Data for this exercise:
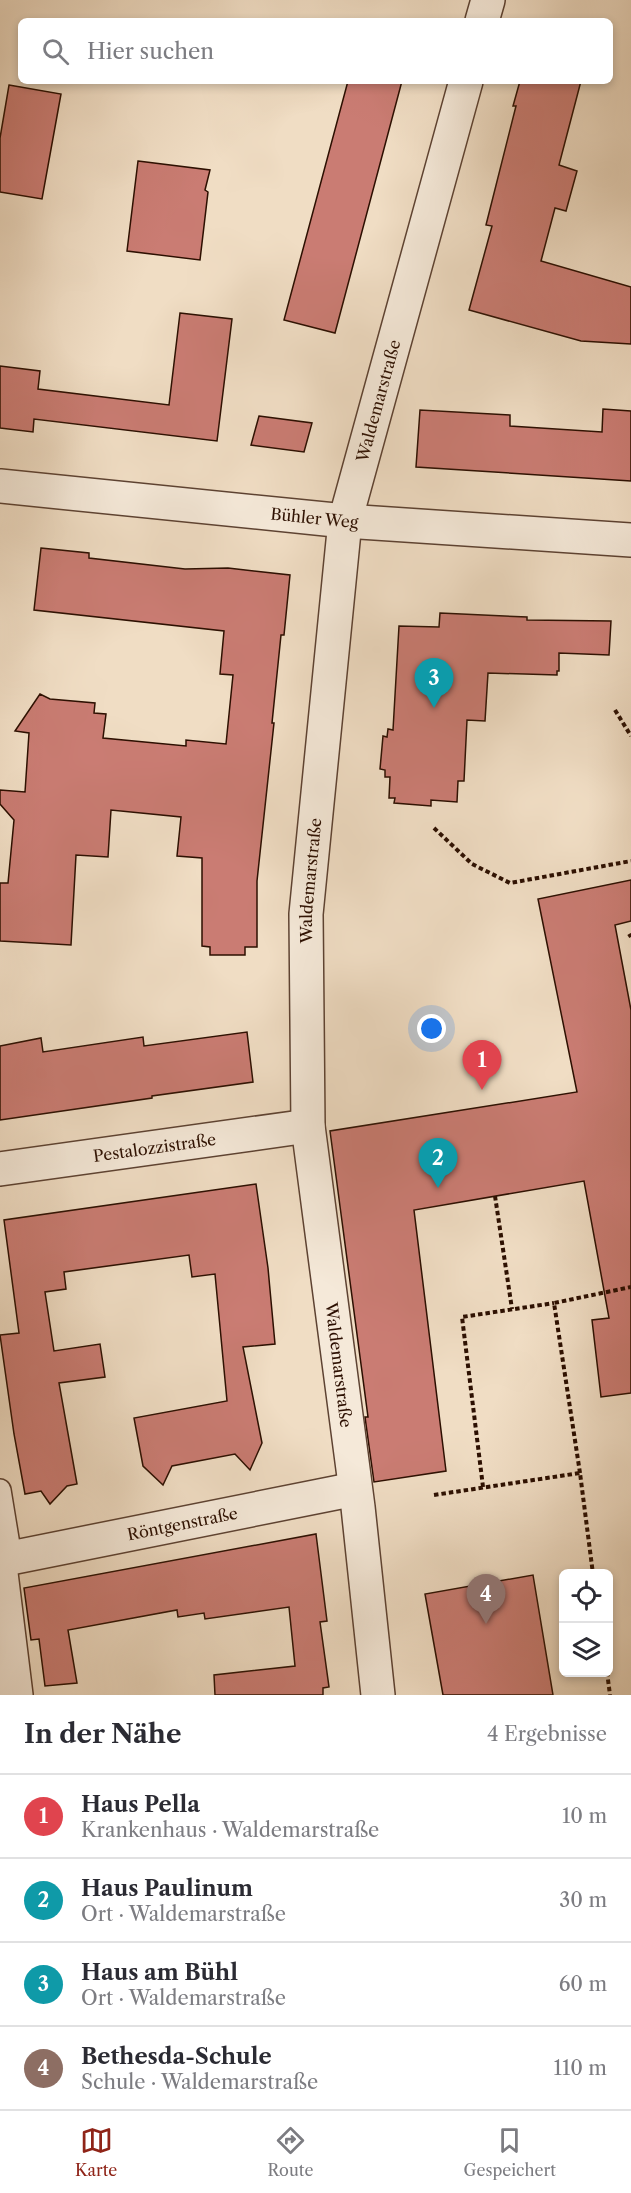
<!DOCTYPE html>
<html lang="de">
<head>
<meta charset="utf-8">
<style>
  body { margin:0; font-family:"Libre Caslon Text",serif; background:#f7f7f7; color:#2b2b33 }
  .controls { position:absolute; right:18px; bottom:18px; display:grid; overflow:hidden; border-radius:9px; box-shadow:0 3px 9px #0003 }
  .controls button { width:54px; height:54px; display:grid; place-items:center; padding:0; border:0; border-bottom:2px solid #e1e1e2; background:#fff; color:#2b2b33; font:30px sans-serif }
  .you { position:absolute; left:432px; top:1029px; width:21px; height:21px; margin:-15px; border:4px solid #fff; border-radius:50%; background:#1a73e8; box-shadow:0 0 0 9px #1a73e833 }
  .badge { display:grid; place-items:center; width:39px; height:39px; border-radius:50%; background:#8f2418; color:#fff; font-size:20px; font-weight:700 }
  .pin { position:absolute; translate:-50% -50px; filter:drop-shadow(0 2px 3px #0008) }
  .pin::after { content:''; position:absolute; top:32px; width:21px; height:18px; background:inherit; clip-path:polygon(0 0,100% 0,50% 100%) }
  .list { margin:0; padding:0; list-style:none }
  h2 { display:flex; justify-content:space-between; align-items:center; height:78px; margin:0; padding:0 24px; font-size:26px }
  h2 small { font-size:20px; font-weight:400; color:#7c7c81 }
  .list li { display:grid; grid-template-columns:39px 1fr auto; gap:18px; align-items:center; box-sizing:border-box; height:84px; padding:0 24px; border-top:2px solid #e1e1e2 }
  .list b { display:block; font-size:22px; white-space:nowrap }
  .list p { margin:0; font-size:20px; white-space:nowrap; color:#7c7c81 }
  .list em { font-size:20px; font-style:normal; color:#7c7c81 }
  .icon { flex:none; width:33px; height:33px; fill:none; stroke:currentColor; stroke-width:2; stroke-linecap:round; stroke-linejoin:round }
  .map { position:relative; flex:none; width:631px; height:1695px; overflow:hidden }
  .search { position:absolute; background:#fff; box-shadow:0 3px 9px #0003; left:18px; right:18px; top:18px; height:66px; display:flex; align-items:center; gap:15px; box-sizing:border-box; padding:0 21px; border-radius:9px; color:#7c7c81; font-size:22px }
  .sheet { height:414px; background:#fff }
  nav { display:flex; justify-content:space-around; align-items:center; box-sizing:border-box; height:84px; border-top:2px solid #e1e1e2; background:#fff; font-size:16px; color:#7c7c81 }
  nav a { display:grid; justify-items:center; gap:3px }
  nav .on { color:#8f2418 }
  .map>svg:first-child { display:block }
  .building { fill:#ca7c73; stroke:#2c0f01; stroke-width:1.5 }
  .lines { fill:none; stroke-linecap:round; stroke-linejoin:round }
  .lane-casing { stroke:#5d4232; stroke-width:24 }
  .street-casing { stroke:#5d4232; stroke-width:36 }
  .path { stroke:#2c0f01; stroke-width:4; stroke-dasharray:4.5 3; stroke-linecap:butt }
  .lane { stroke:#f5e9d9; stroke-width:21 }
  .street { stroke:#f5e9d9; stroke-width:33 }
  .labels { text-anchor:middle; stroke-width:5; stroke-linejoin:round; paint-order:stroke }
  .street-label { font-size:16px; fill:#2c0f01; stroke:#f5e9d9 }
</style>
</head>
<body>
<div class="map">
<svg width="631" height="1695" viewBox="0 0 631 1695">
  <rect width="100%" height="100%" fill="#f0ddc4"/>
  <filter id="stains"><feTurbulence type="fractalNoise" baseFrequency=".00333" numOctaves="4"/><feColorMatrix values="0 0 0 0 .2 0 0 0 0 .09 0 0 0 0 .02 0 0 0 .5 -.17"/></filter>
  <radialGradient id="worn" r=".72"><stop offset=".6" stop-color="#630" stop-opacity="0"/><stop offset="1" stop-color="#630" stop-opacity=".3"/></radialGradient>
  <path class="building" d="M 348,81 L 402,81 L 335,333 L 284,320 Z
    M 520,81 L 581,81 L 559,165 L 577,171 L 566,211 L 555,208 L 541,261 L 631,287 L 631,344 L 581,341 L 469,310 L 492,226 L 486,225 L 516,106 L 513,106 Z
    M 9,85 L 61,94 L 42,199 L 0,192 L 0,138 Z
    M 138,161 L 210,170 L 205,190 L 208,192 L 200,260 L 127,251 Z
    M 180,313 L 232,319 L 217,441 L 34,419 L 33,432 L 0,428 L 0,366 L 40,371 L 38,389 L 169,405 Z
    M 603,409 L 631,411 L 631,481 L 416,467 L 420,410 L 510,415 L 510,426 L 602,432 Z
    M 259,416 L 312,423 L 304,452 L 251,445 Z
    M 41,548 L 89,553 L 89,558 L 185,569 L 228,568 L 290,575 L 284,635 L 281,635 L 272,723 L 274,723 L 257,881 L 257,947 L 245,947 L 245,955 L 210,955 L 210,947 L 202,946 L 202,858 L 177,856 L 181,817 L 111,810 L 108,857 L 76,855 L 71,945 L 0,941 L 0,883 L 8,883 L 14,820 L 0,804 L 0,790 L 25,792 L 29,733 L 15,731 L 40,694 L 50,699 L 95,703 L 94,713 L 106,714 L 103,738 L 186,746 L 186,740 L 226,744 L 233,675 L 220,674 L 224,631 L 34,610 Z
    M 440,613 L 527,617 L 527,620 L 611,621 L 609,655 L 559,653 L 559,671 L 557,671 L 557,675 L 488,673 L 485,721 L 467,720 L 464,781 L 458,781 L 457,802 L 431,800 L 431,806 L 394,803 L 395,798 L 389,798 L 390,777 L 385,777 L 385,770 L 380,769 L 383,736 L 387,737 L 388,729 L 393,730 L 399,626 L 439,627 Z
    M 631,880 L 631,921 L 615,925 L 631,1010 L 631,1393 L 601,1397 L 592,1320 L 609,1318 L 584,1181 L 414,1210 L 446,1471 L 374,1482 L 365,1417 L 368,1417 L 330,1131 L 577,1092 L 538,899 Z
    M 247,1032 L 253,1082 L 152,1096 L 152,1098 L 0,1120 L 0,1046 L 41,1038 L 43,1052 L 143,1037 L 144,1046 Z
    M 256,1184 L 268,1268 L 275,1344 L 243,1347 L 262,1443 L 250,1470 L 235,1454 L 172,1466 L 163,1485 L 143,1466 L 134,1418 L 227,1401 L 215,1274 L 192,1277 L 189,1255 L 64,1272 L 66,1289 L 45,1292 L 54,1351 L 100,1344 L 105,1377 L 59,1383 L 77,1484 L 67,1486 L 50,1504 L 41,1491 L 25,1494 L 14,1434 L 0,1335 L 19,1333 L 4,1220 Z
    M 316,1534 L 327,1621 L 320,1622 L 329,1687 L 323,1688 L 323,1695 L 215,1695 L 214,1675 L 295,1666 L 289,1607 L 205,1619 L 204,1613 L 178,1617 L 177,1610 L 68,1630 L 77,1683 L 45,1686 L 39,1639 L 31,1640 L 24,1588 Z
    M 533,1575 L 553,1695 L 443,1695 L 425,1594 Z"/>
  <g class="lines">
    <g class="lane-casing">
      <path id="lane" d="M 0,1490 L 11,1557"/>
    </g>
    <g class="street-casing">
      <g id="street">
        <path d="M 482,21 L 488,0"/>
        <path id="s1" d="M 0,486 L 345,521 L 631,540"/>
        <path id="s2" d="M 0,1169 L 308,1126"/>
        <path id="s3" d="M 0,1560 L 355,1489"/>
        <path d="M 0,1565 L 16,1695"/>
        <path id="s4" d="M 378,1695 L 358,1507 L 308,1126 L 306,914 L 345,521 L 466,81"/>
      </g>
    </g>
    <path class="path" d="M 615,710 L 631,736
      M 434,828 L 472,864 L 510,883 L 631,861
      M 629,934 L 631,937
      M 495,1196 L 512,1309
      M 580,1473 L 554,1303 L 631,1287
      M 483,1487 L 462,1317 L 554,1303
      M 434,1495 L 580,1473 L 593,1574
      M 607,1672 L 610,1695"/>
    <use href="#lane" class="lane"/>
    <use href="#street" class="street"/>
  </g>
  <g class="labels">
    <g class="street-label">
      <text dy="6" stroke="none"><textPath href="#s4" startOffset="1305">Waldemarstraße</textPath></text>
      <text dy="6" stroke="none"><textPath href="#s1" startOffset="316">Bühler Weg</textPath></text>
      <text dy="6" stroke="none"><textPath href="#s4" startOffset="819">Waldemarstraße</textPath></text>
      <text dy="6" stroke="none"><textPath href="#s2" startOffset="156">Pestalozzistraße</textPath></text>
      <text transform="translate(339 1365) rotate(83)" y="6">Waldemarstraße</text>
      <text dy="6" stroke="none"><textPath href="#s3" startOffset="186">Röntgenstraße</textPath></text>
    </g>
  </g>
  <rect width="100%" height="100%" filter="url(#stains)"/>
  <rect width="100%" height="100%" fill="url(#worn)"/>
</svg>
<div class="controls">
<button><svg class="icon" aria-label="locate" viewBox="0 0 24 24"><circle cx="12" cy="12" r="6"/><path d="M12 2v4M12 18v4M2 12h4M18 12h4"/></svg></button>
<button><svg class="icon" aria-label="layers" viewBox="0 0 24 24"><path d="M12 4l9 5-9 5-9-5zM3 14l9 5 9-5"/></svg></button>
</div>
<div class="you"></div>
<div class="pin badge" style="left:482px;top:1090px;background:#e0444e">1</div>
<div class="pin badge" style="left:438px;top:1188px;background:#0f9aa8">2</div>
<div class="pin badge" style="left:434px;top:708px;background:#0f9aa8">3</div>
<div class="pin badge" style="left:486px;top:1624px;background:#8d6e63">4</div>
<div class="search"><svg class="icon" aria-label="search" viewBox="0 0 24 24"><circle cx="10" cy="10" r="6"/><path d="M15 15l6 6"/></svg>Hier suchen</div>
</div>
<section class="sheet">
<h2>In der Nähe<small>4 Ergebnisse</small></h2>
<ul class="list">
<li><span class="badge" style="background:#e0444e">1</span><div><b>Haus Pella</b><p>Krankenhaus · Waldemarstraße</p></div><em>10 m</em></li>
<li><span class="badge" style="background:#0f9aa8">2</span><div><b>Haus Paulinum</b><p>Ort · Waldemarstraße</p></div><em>30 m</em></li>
<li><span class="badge" style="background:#0f9aa8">3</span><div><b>Haus am Bühl</b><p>Ort · Waldemarstraße</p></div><em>60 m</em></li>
<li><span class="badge" style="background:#8d6e63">4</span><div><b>Bethesda-Schule</b><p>Schule · Waldemarstraße</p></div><em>110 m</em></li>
</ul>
</section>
<nav>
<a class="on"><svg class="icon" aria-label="map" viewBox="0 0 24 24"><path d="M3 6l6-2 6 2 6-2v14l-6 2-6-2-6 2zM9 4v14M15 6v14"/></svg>Karte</a>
<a><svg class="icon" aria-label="directions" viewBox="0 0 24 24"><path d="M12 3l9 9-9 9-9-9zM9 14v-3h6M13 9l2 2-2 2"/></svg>Route</a>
<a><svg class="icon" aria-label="saved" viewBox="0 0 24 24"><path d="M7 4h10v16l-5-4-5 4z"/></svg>Gespeichert</a>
</nav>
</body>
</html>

Task directions: Look at the listing and set down only the lines from its start through the line with "position:absolute; right:18px; bottom:18px;", word for word and without pictures.

Result of this exercise:
<!DOCTYPE html>
<html lang="de">
<head>
<meta charset="utf-8">
<style>
  body { margin:0; font-family:"Libre Caslon Text",serif; background:#f7f7f7; color:#2b2b33 }
  .controls { position:absolute; right:18px; bottom:18px; display:grid; overflow:hidden; border-radius:9px; box-shadow:0 3px 9px #0003 }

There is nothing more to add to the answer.